Uwaga aut.: Z braku możliwości dostępu do niezbędnych zestawień, powyższe dane liczbowe podane zostały z pamięci. Ich wartości mogą być zaokrąglone - bez ułamków metrycznych. Bo pamięć ludzka jest zawodna.

Autor ostrzegając nie tak dawno na łamach "naszego"portalu przed ewentualnością wody stuletniej, nazwany został przez specjalistów od hydrologii i hydrotechniki "katastrofistą", a w momencie nadejścia majowo-czerwcowej powodzi uznano, że on tę katastrofę "wykrakał". Monitorując aktualną sytuację baryczną, dzięki środkom przekazu obserwujemy wywołane przez wędrujący w kierunku wschodnim głęboki niż katastroficzne powodzie we Francji, w całych Alpach, w Austrii i na Węgrzech. Jeśli niż ten postoi nad niziną panońską - co niejednokrotnie zdarzało się - zwłaszcza w w. XIX i XX, trzydniowe, rzęsiste opady w Karpatach mogą spowodować gwałtowny wzrost stanów wody w lewobrzeżnych, górskich dopływach Wisły, skutkujące zejściem częstej o tej porze "janówki". Nie powinno się też wykluczyć pojawienia się na przełomie lica i sierpnia "jakubówki". Odczuwając w pewnym sensie dyskomfort z powodu krytycznego podejścia otoczenia do "krakania"i wielokrotnego wytykania mu rzekomego "radykalizmu", autor podejmuje jednak ryzyko ostrzeżenia przed realną ewentualnością zimowych powodzi zatorowych, co pokazała na Bugu i Wiśle ostatnia zima.

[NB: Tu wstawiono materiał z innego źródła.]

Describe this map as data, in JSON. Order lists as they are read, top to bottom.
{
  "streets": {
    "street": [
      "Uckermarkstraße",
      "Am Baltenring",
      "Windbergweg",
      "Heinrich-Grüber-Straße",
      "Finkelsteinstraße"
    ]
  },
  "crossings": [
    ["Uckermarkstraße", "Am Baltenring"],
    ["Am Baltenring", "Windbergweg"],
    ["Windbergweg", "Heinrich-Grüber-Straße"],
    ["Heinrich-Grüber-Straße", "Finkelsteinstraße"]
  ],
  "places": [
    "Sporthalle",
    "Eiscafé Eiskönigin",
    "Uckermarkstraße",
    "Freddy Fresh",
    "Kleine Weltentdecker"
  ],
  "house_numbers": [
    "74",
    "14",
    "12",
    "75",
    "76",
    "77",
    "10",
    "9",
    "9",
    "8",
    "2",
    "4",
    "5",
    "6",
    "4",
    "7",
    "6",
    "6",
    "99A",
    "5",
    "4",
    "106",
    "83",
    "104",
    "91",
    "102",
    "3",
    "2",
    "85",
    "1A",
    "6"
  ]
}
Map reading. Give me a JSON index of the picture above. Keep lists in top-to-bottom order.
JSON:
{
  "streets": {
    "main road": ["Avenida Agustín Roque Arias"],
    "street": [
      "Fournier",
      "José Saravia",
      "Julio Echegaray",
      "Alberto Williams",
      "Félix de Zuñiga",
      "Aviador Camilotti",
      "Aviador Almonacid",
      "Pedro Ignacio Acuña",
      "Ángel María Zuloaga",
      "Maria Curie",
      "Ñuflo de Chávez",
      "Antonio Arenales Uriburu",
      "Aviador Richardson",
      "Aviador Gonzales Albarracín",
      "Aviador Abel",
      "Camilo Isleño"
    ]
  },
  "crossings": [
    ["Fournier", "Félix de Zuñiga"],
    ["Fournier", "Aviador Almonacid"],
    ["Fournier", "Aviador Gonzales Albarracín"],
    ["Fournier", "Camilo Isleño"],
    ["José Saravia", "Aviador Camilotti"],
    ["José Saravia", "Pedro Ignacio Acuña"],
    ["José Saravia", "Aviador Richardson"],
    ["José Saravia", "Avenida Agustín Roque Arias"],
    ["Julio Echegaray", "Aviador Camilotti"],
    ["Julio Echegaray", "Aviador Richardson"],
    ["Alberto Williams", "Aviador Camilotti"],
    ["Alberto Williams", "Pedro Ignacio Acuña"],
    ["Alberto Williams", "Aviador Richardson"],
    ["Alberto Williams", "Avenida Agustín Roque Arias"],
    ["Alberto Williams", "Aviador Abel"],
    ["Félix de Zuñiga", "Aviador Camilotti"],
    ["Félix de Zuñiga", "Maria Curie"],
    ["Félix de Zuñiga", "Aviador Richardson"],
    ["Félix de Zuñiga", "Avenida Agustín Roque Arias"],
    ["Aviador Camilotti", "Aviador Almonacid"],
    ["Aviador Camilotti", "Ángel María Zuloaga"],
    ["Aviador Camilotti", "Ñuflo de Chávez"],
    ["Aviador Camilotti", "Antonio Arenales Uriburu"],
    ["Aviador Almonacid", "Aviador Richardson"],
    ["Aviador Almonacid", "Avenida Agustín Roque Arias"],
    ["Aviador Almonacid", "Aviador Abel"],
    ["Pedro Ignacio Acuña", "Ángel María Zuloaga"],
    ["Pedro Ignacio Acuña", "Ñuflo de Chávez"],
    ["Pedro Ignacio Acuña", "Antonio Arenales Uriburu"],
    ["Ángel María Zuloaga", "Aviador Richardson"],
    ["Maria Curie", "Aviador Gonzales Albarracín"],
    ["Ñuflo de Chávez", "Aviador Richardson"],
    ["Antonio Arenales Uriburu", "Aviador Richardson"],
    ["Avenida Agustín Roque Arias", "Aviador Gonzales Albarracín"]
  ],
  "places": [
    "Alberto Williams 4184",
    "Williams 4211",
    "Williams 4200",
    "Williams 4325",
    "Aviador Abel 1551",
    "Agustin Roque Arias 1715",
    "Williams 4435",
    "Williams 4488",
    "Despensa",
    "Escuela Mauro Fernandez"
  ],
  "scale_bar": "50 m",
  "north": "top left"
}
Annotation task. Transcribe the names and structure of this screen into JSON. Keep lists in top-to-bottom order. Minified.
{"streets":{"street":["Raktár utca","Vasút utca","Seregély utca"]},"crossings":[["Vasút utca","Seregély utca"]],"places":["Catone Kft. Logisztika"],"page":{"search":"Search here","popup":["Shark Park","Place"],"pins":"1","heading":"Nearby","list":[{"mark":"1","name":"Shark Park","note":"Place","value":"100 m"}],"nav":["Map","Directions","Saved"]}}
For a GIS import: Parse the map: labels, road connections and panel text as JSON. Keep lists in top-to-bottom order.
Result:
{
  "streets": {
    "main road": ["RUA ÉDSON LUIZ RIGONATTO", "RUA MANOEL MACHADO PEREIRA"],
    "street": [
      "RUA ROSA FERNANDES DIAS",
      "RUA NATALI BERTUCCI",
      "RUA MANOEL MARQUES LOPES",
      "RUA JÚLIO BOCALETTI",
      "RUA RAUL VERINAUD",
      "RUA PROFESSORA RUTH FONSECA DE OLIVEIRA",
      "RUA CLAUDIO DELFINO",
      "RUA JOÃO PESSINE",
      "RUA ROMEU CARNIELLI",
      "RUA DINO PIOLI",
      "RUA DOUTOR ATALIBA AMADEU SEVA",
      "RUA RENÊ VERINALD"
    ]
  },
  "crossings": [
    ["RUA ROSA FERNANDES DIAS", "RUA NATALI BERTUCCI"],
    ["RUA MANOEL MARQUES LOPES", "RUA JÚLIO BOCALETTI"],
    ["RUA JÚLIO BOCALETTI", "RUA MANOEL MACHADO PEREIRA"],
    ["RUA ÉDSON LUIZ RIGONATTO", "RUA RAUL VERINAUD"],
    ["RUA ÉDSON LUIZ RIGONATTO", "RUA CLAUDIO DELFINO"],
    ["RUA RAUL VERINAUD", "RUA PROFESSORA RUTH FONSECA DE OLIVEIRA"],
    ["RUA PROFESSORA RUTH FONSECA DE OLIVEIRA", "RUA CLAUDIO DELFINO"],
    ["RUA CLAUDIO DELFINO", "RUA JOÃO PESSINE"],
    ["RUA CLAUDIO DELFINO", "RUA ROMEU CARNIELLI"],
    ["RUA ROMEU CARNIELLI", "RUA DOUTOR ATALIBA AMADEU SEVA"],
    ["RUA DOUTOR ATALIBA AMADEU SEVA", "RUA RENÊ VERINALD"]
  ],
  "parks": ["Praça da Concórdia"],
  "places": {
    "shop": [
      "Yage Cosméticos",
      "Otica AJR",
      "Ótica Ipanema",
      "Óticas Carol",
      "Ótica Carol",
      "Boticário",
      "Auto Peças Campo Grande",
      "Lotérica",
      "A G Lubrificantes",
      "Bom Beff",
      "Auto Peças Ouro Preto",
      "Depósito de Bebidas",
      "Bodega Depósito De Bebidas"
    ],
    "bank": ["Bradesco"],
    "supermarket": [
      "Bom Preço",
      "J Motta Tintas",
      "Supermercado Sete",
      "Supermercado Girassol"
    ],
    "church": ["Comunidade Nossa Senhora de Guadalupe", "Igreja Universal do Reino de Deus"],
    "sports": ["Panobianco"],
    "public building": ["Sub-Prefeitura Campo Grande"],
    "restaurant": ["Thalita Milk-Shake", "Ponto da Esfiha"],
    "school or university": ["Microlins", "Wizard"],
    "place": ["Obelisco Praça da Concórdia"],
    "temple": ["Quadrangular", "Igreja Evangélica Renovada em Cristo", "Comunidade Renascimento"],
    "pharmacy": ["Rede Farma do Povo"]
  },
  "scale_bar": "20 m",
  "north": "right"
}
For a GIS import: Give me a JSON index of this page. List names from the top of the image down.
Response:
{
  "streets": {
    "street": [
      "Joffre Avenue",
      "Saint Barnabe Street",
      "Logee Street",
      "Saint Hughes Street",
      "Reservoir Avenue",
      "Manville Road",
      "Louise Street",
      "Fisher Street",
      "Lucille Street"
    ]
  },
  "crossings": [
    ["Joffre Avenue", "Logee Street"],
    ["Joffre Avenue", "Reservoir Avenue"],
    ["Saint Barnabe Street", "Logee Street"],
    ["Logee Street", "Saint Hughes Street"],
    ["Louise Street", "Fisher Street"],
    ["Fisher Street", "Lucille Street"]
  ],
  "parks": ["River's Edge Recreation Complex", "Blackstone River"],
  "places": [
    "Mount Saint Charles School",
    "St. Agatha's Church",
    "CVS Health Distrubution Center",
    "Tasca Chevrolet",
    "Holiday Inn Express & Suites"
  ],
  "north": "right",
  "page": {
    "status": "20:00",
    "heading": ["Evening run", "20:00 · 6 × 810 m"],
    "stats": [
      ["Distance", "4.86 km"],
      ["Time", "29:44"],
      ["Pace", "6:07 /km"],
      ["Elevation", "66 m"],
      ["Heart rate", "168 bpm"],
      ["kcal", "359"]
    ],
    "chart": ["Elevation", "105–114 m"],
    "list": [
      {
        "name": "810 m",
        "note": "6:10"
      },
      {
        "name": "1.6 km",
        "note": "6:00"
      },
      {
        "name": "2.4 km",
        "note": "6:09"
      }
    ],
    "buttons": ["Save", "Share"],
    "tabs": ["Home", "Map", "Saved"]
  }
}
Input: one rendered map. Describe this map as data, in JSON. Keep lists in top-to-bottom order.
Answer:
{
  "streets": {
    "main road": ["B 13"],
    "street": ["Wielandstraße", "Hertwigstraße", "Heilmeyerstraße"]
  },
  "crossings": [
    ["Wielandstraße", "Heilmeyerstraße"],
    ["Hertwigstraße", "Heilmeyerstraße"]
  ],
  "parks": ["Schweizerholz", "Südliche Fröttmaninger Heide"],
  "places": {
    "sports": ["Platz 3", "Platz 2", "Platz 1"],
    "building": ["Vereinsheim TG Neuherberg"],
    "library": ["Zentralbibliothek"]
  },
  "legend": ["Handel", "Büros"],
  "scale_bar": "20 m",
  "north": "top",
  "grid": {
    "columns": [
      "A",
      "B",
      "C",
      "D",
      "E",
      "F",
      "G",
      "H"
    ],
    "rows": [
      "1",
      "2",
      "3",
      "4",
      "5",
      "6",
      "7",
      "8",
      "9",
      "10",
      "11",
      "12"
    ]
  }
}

Tymczasem beztroska i zanik działań profesjonalnych obecnego Ministra Środowiska prof. Andrzeja Kraszewskiego sięgnęła zenitu, o czym świadczy briefing w dniu 16 czerwca br., w trakcie którego Pan Minister poinformował o rozpoczęciu prac nad pakietem reform gospodarki wodnej, które prowadzone będą w Ministerstwie Środowiska pod jego nadzorem z udziałem wybitnych specjalistów ds. gospodarki wodnej: prezesa Stowarzyszenia Ekologicznego Eko-Unia - Radosława Gawlika, Kierownika Działu Ochrony Przyrody WWF Polska - Piotra Nieznańskiego i dr. Romana Żurka z Instytutu Ochrony Przyrody PAN (Kraków), jako przedstawicieli organizacji pozarządowych i środowisk naukowych, zajmujących się gospodarką wodną i systemem ochrony przeciwpowodziowej w Polsce.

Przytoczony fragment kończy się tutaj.